Metti, una sera all'Opera...


Il Lincoln Center (al centro, la Metropolitan Opera). 
Negli anni 60, per fargli spazio, fu raso al suolo un intero quartiere, e 7000 famiglie, 
essenzialmente di immigrati, dovettero cercar casa altrove.   
L'Imbucato si è insinuato all'Opera, evento inedito per lui che durante i suoi primi 44 anni si era ben guardato dal farlo. L'Opera era "L'Elisir d'Amore" di Donizetti, e veniva rappresentata al Metropolitan Opera (Met) del Lincoln Center, una delle più prodigiose macchine di produzione di arti della scena al mondo. Sebbene anche il Met risenta della crisi economica e dell'inevitabile declino della lirica, ha un ruolino di marcia da fare invidia ai nostri estenuati enti lirici: 27 opere prodotte all'anno e rappresentate a rotazione durante la settimana grazie a dispositivi tecnici d'eccezione, una stagione che dura ininterrotta da settembre a maggio, una pioggia di donazioni private. La Metropolitan Opera è un piccolo capolavoro architettonico degli anni '60, che reinterpreta nello stile internazionale dell'epoca la magnificenza dei teatri operistici europei dell'800: grandi archi di travertino con vista sulla piazza, sontuose scalinate in cemento armato,  preziosi lampadari moderni a forma di costellazione stellare, grandi pannelli di Chagall a decorare il tutto.  


Certo per potervi accedere, e passeggiare suoi suoi velluti rossi tra i newyorchesi incravattati che sorbiscono champagne all'intervallo, vale il principio che bisogna sciropparsi l'Opera lirica prevista in cartellone.

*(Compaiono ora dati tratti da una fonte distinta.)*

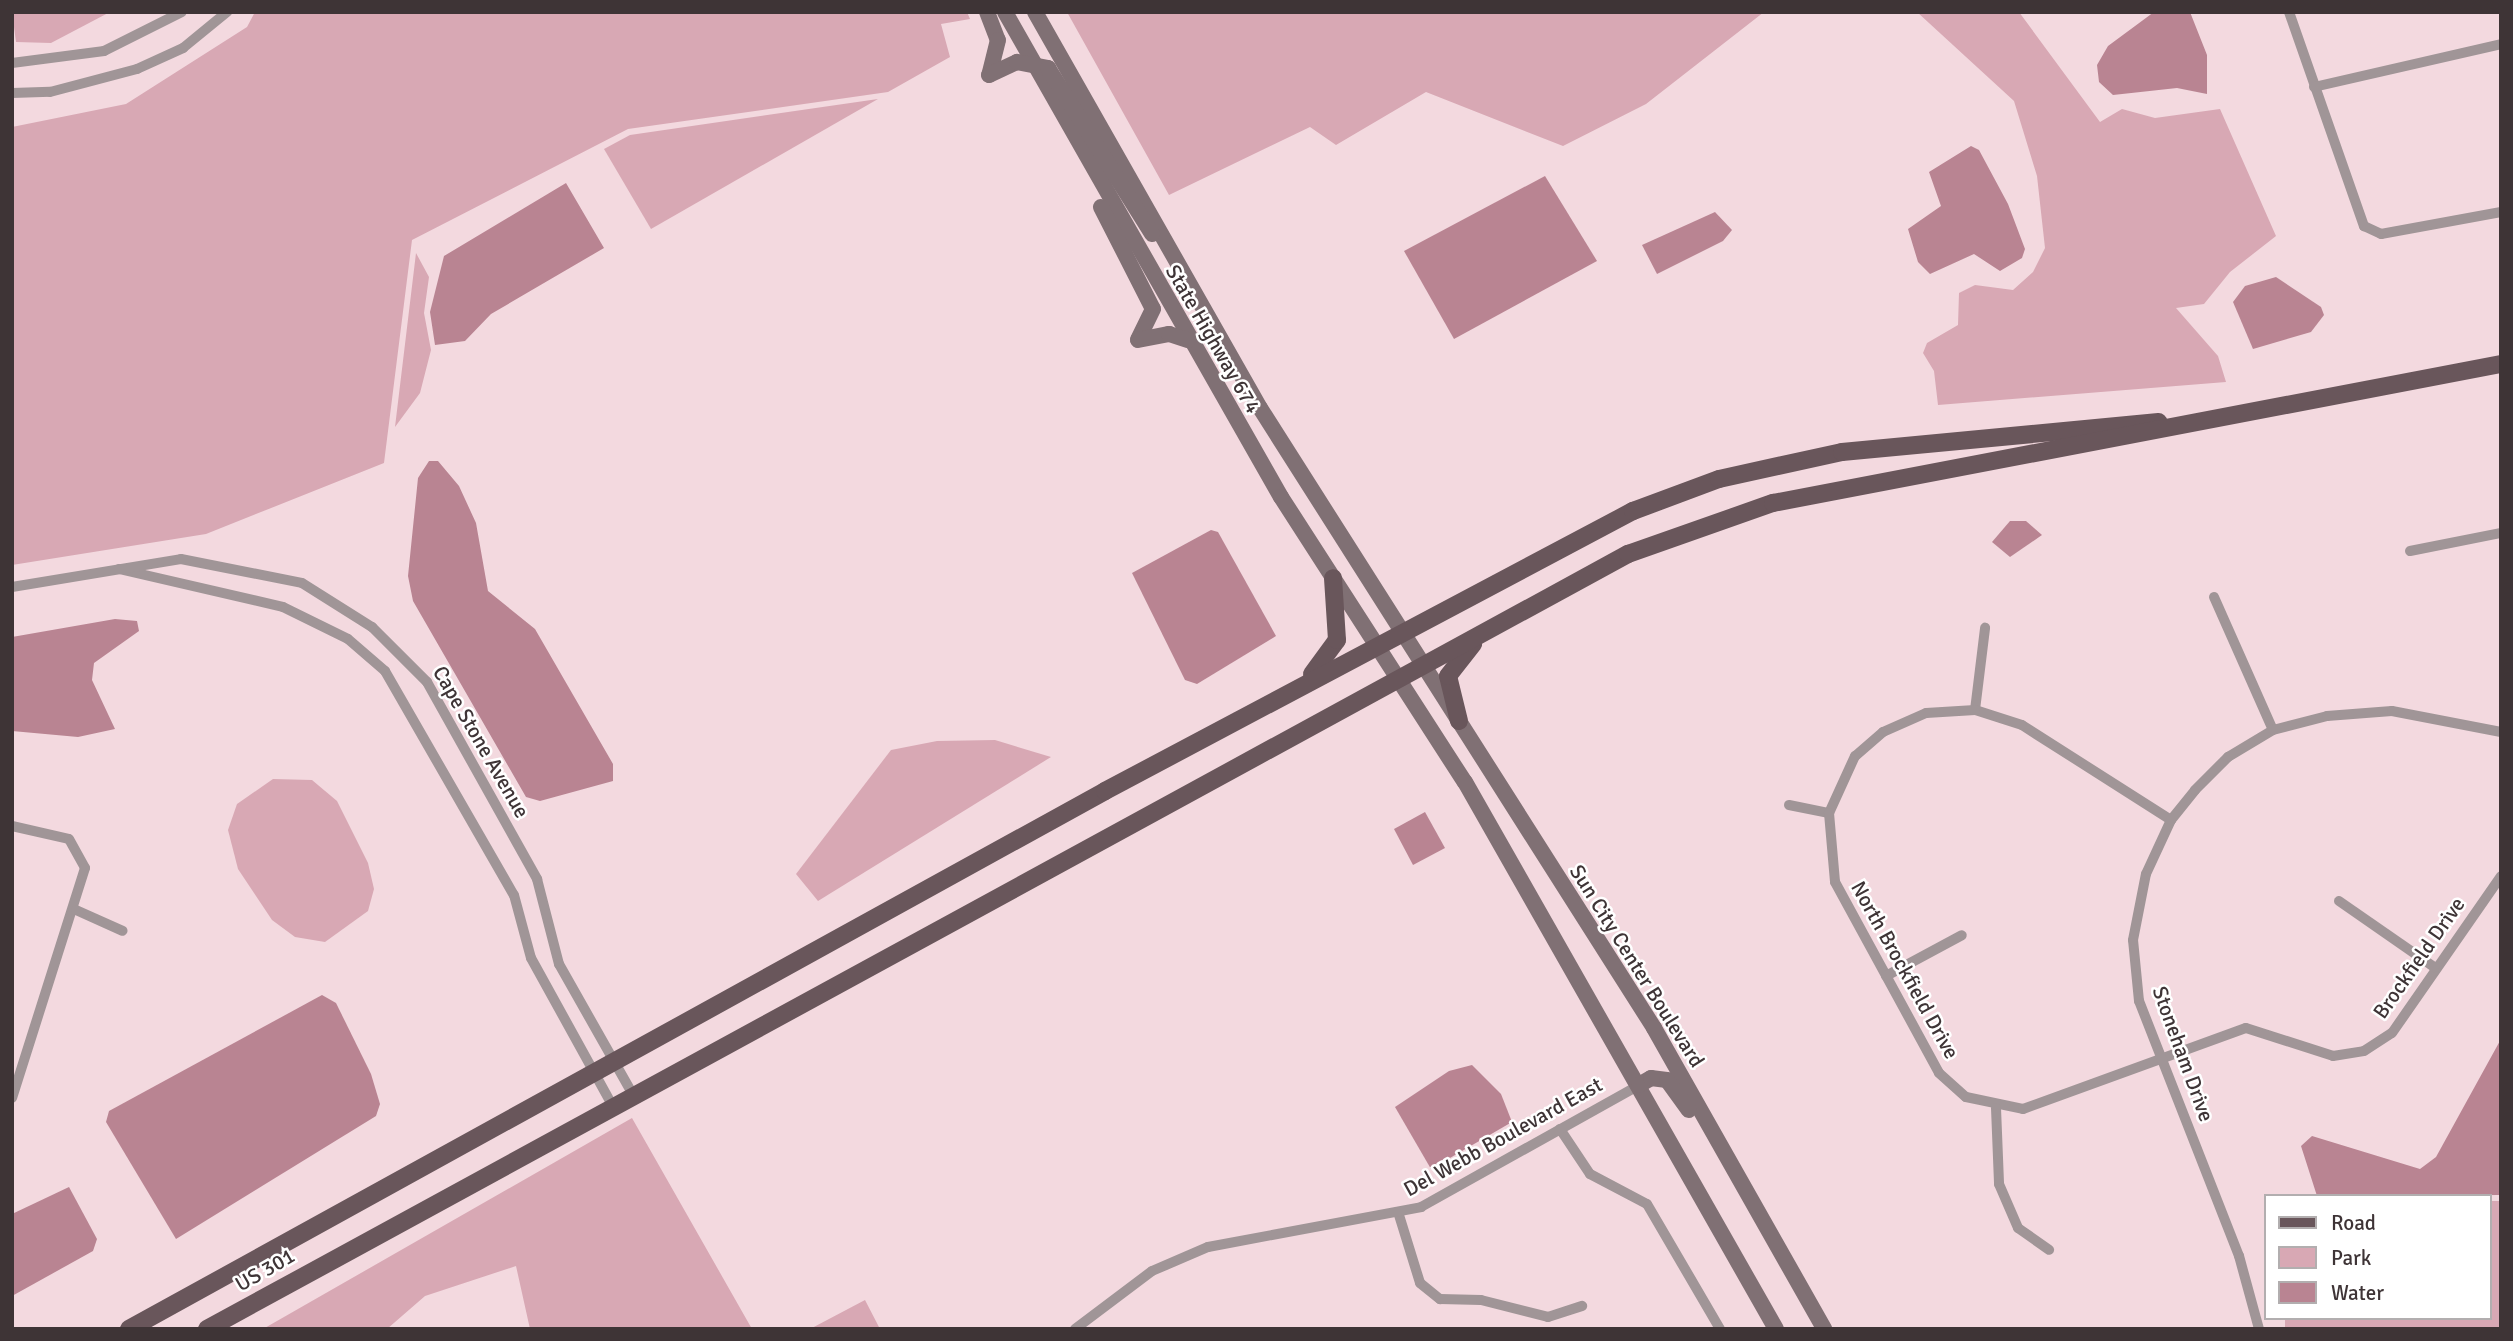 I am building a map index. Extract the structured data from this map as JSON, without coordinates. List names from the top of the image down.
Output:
{
  "streets": {
    "main road": ["State Highway 674", "Sun City Center Boulevard", "US 301"],
    "street": [
      "Cape Stone Avenue",
      "Brockfield Drive",
      "North Brockfield Drive",
      "Stoneham Drive",
      "Del Webb Boulevard East"
    ]
  },
  "crossings": [
    ["State Highway 674", "Sun City Center Boulevard"],
    ["State Highway 674", "US 301"],
    ["Cape Stone Avenue", "US 301"],
    ["Brockfield Drive", "North Brockfield Drive"],
    ["Brockfield Drive", "Stoneham Drive"],
    ["Sun City Center Boulevard", "US 301"],
    ["North Brockfield Drive", "Stoneham Drive"]
  ],
  "legend": ["Road", "Park", "Water"]
}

I biglietti erano gratuiti,  offerti da un amico a quanto pare scenografo di una nostra amica in carriera a cui la carriera sta attualmente minando la salute mentale. Quanto all'Opera, poteva toccarci in sorte di peggio. L'"Elisir" è relativamente breve, e poi allegra. La trama, che nel 1832 quando andò in scena per la prima volta dovette apparire insulsa già ai contemporanei, narra di Nemorino, povero e grullo ma capace di immenso amore per la bella Adina, il quale cerca di strappare quest'ultima alle grinfie di un ufficiale macho e pieno di sé l'attraverso l'uso di una sedicente pozione d'amore rifilatagli a caro prezzo da un ciarlatano ambulante. Va da sé che riuscirà nel suo intento, anche perché ci sorge il sospetto che Adina, che è sciocchina e ammiccante ma forse meno grulla di lui, abbia scoperto (come noi spettatori) che Nemorino ha ereditato una fortuna da un vecchio zio. I protagonisti se la cantano dall'inizio alla fine anche quando non sembra necessario (e i monitor coi sottotitoli in inglese sulle spalliere delle poltrone come in aereo confermano la scarsa profondità del loro pensiero), ma la star peruviana che interpreta Nemorino è abbastanza atletico e piacente e cerca anche di recitare. "Di cantare non è capace", sentenzia l'altra nostra accompagnatrice, una settantenne parigina a New York da trent'anni a cui non garba nulla e men che meno gli americani: al peruviano rimprovera di non strillare come sapeva fare Pavarotti. E il pensiero di Pavarotti sessantenne con la barba luciferina tinta col carboncino e i duecento chili di troppo che impersona il giovane innamorato ci fa venire un brivido lungo la schiena (se avete coraggio andatevelo a vedere qui). Misteri della lirica. A smentire la parigina, il Nostro Nemorino infila un'a quanto pare impeccabile "Quella furtiva lacrima" (malgrado parte della scenografia in un inatteso fuori programma abbia rischiato di abbattersi rovinosamente su di lui poco prima), e il pubblico del loggione (esiste davvero!) che lo aspettava al varco lo premia con un'ovazione a scena aperta. Il melodramma giocoso si chiude col trionfo dell'amore in un festoso sventolare di miriadi di tricolori che ci scaldano il cuore.